Losing my mother has been the hardest thing I've ever gone through. It's why I couldn't see straight. It's why I couldn't even let my mind close in around the facts-- including the fact that he let her lay there and die. Knowingly. And even after that I actually defended him. Because for a moment there, even after everything he's put me through, that he could have done what he did was too awful to even consider. My mind wouldn't even go there.

But he did. Objectively. He let her lay there and die-- and that's actually the best I can hope for. He let her lay there. Knowingly. And risked her dying. As he had done again and again previously. As he had done after which I had even gone to him pleading with him not to do again. And it is what did indeed end up happening the day my mother passed. I feared the worst the first few times he let her lay there unconscious. And then the worst happened.

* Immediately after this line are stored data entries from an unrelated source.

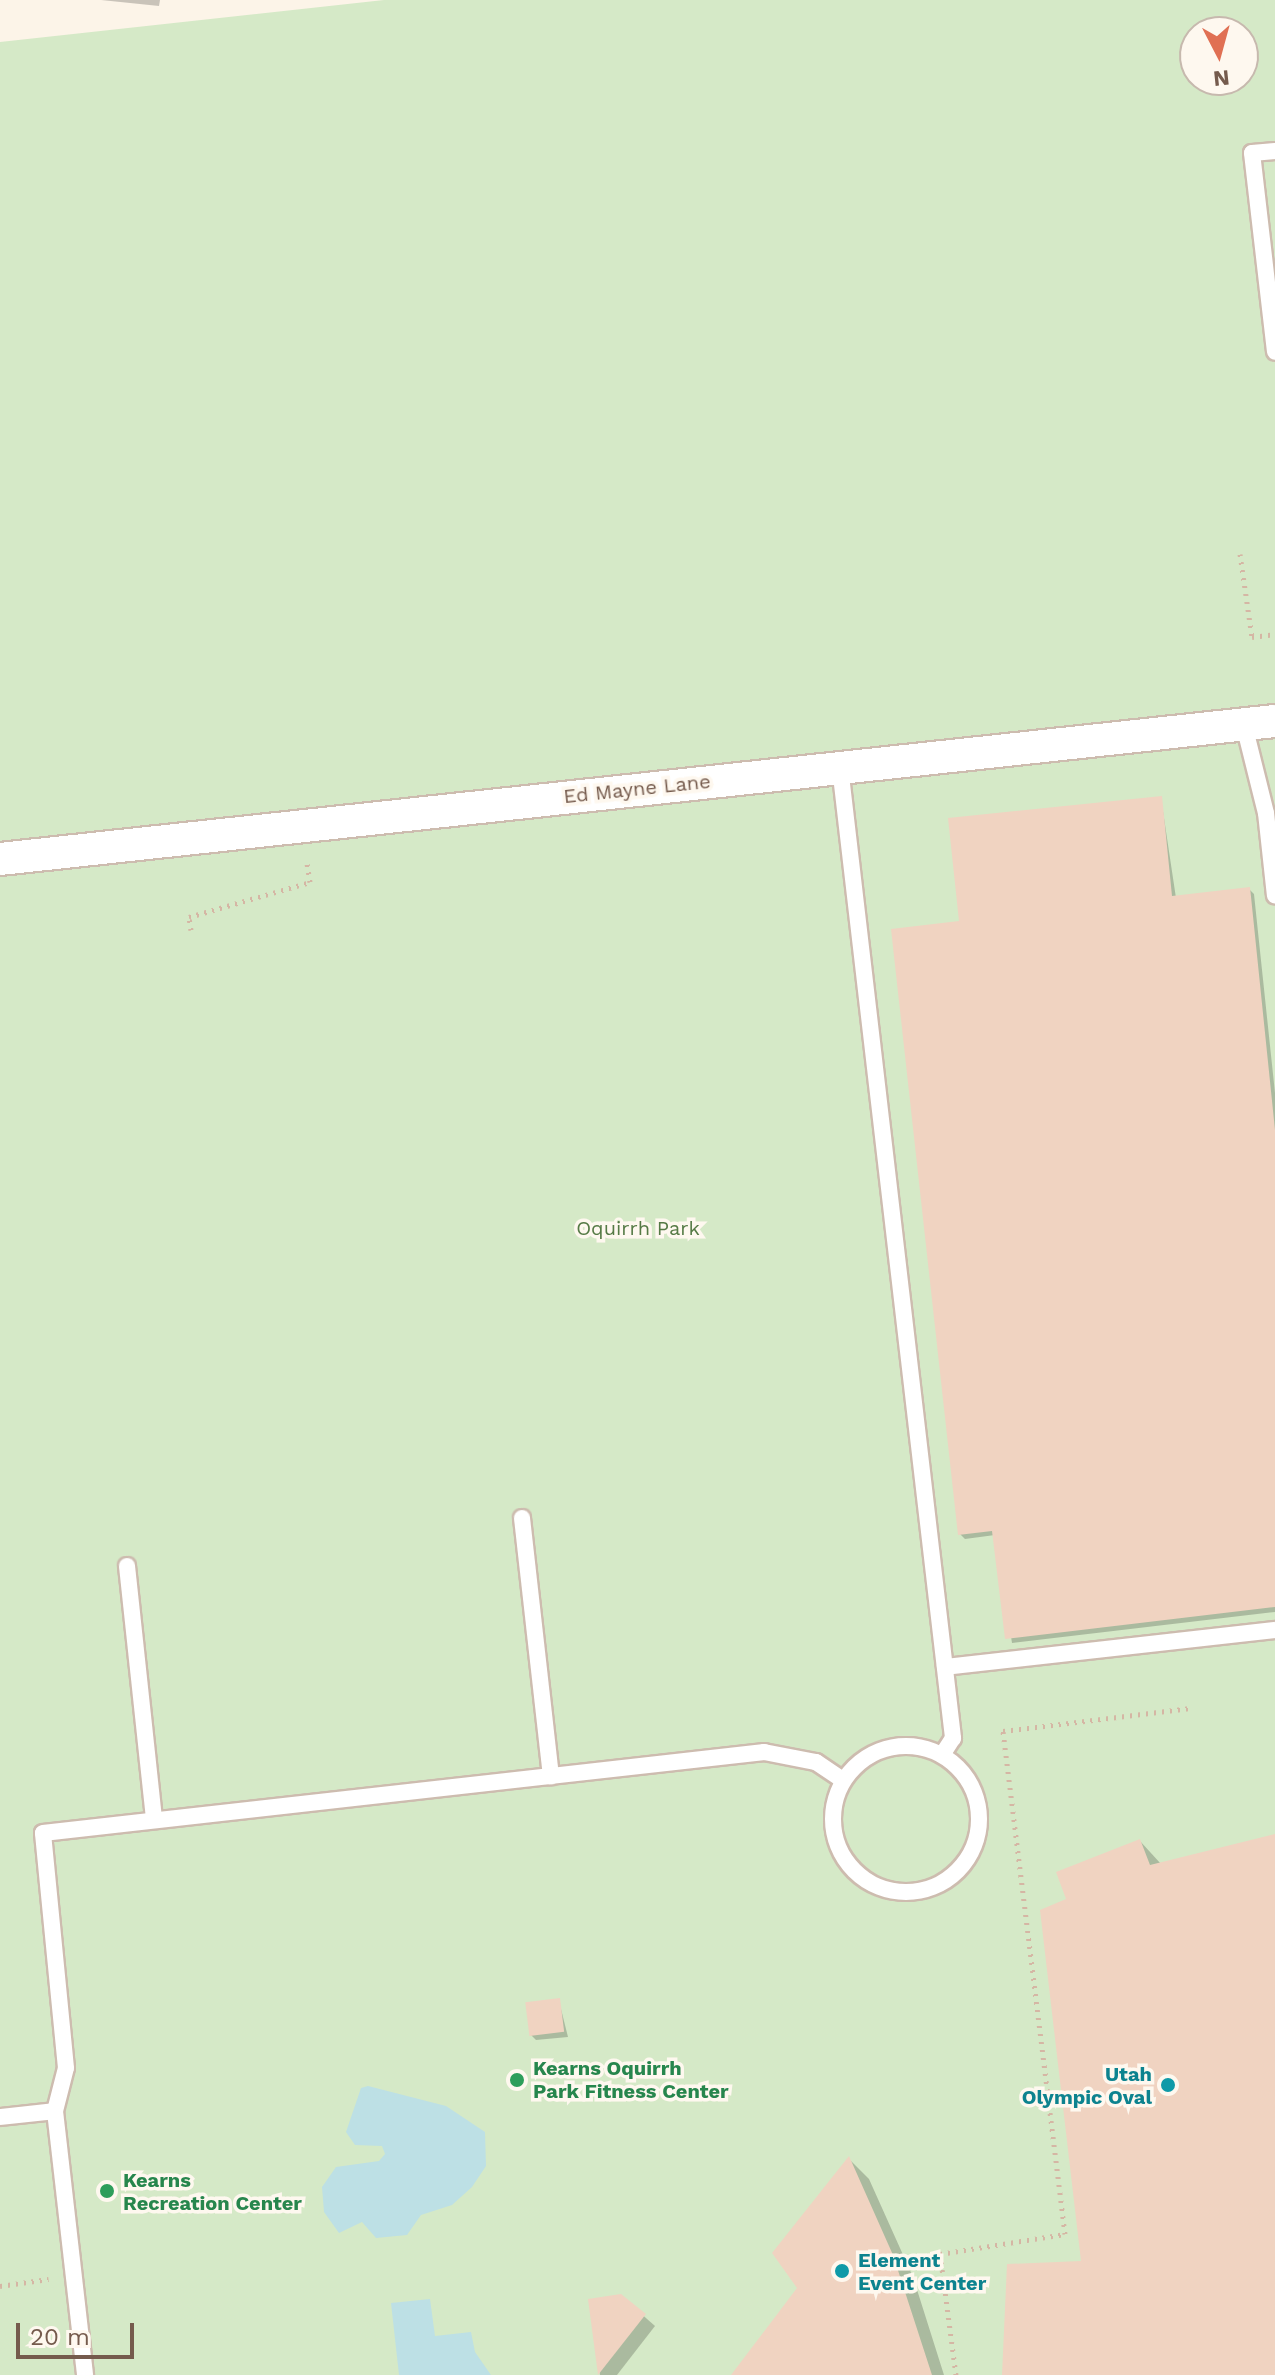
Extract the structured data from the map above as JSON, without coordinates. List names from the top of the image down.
{
  "streets": {
    "street": ["Ed Mayne Lane"]
  },
  "parks": ["Oquirrh Park"],
  "places": [
    "Kearns Oquirrh Park Fitness Center",
    "Utah Olympic Oval",
    "Kearns Recreation Center",
    "Element Event Center"
  ],
  "scale_bar": "20 m",
  "north": "bottom"
}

Where this comes from is a lifetime of watching a sociopath who happens to be my father just get away with everything. Over and over. Where this comes from is the realization that except for my father's abject neglect of my mother, if not active physical abuse, my mother would be alive right now and probably for some decades to come. That's a fact. My mother would be alive right now if it weren't for my father. Strangers on the street would not neglect a woman lying unconscious with a head injury.

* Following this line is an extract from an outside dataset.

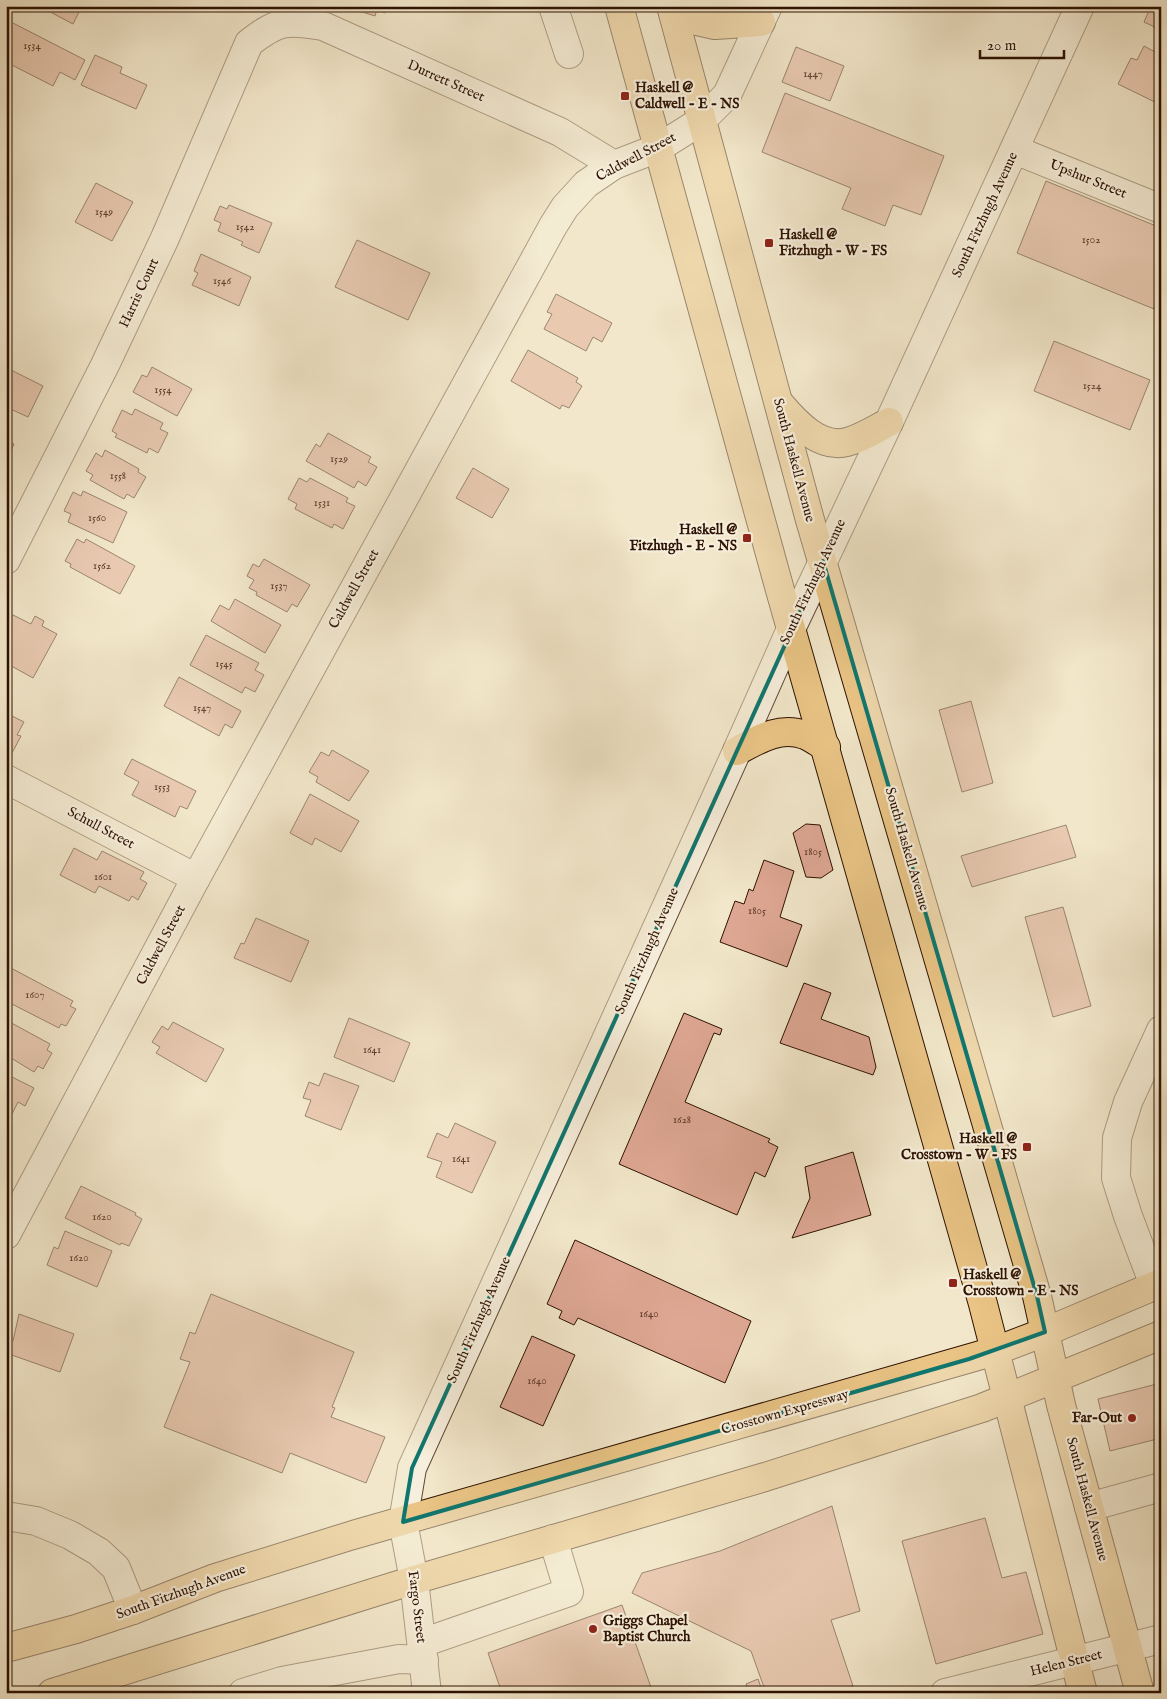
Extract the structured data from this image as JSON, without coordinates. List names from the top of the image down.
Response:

And this isn't a story he gets to un-tell with his bizarre spin, insidious "PTL"s and his Stepford smiles and his hollow religious jargon, hiding behind the Bible and his church community and everyone around him blithely lauding him and propping up because they share a belief system or because he gives them money and gifts and resources.

He has gotten away with everything. With taking a blow torch to my heart and my life. And I was prepared to actually let even that go. But not this. Not robbing me of my mother. And robbing my sister of her mother. And so many people who loved her, who would not have treated her like a slave and a burden. And then murdered her.

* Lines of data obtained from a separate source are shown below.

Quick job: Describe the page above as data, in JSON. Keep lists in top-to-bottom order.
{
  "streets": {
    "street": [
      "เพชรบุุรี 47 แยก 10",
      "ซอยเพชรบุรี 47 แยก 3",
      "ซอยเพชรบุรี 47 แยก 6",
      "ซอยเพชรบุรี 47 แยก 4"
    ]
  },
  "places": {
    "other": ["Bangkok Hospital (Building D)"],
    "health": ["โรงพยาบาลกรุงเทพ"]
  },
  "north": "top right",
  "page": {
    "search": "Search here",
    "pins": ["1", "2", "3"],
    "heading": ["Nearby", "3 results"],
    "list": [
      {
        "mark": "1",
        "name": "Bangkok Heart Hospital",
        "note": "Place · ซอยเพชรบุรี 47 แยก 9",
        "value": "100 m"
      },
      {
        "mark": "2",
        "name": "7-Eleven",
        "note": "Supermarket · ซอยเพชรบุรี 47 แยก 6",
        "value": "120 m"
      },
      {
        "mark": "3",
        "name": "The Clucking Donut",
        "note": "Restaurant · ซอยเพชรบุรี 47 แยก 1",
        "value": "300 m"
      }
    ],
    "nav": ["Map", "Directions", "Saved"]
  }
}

This story of murder does not end up with the son sitting silently and idly by. It just cannot end that way. The thing I've had to finally learn is the lesson all children have to learn about their parents. I've just had to learn it all the way to the very bottom of the truth. And that truth is that my father is merely a man. In my case, he's an incredibly broken, violent, selfish man. And this petty little man who took my beautiful mother's life, this woman who loved bigger and harder than anyone I've ever known, he should not be allowed to wander off into the sunset believing his own treacherous spin about his monstrous behavior. 

As I look at all of this more and more clearly, I see that this man is not even really a man when it comes down to it. No. This is a small solipsistic selfish raging child who has wrought so much violence and havoc on my life and the lives of so many people I love, and who destroyed the greatest thing that ever happened to him-- either actively, passively, or likely both. No, this shell of creature, he's no man. And he's certainly no father of mine.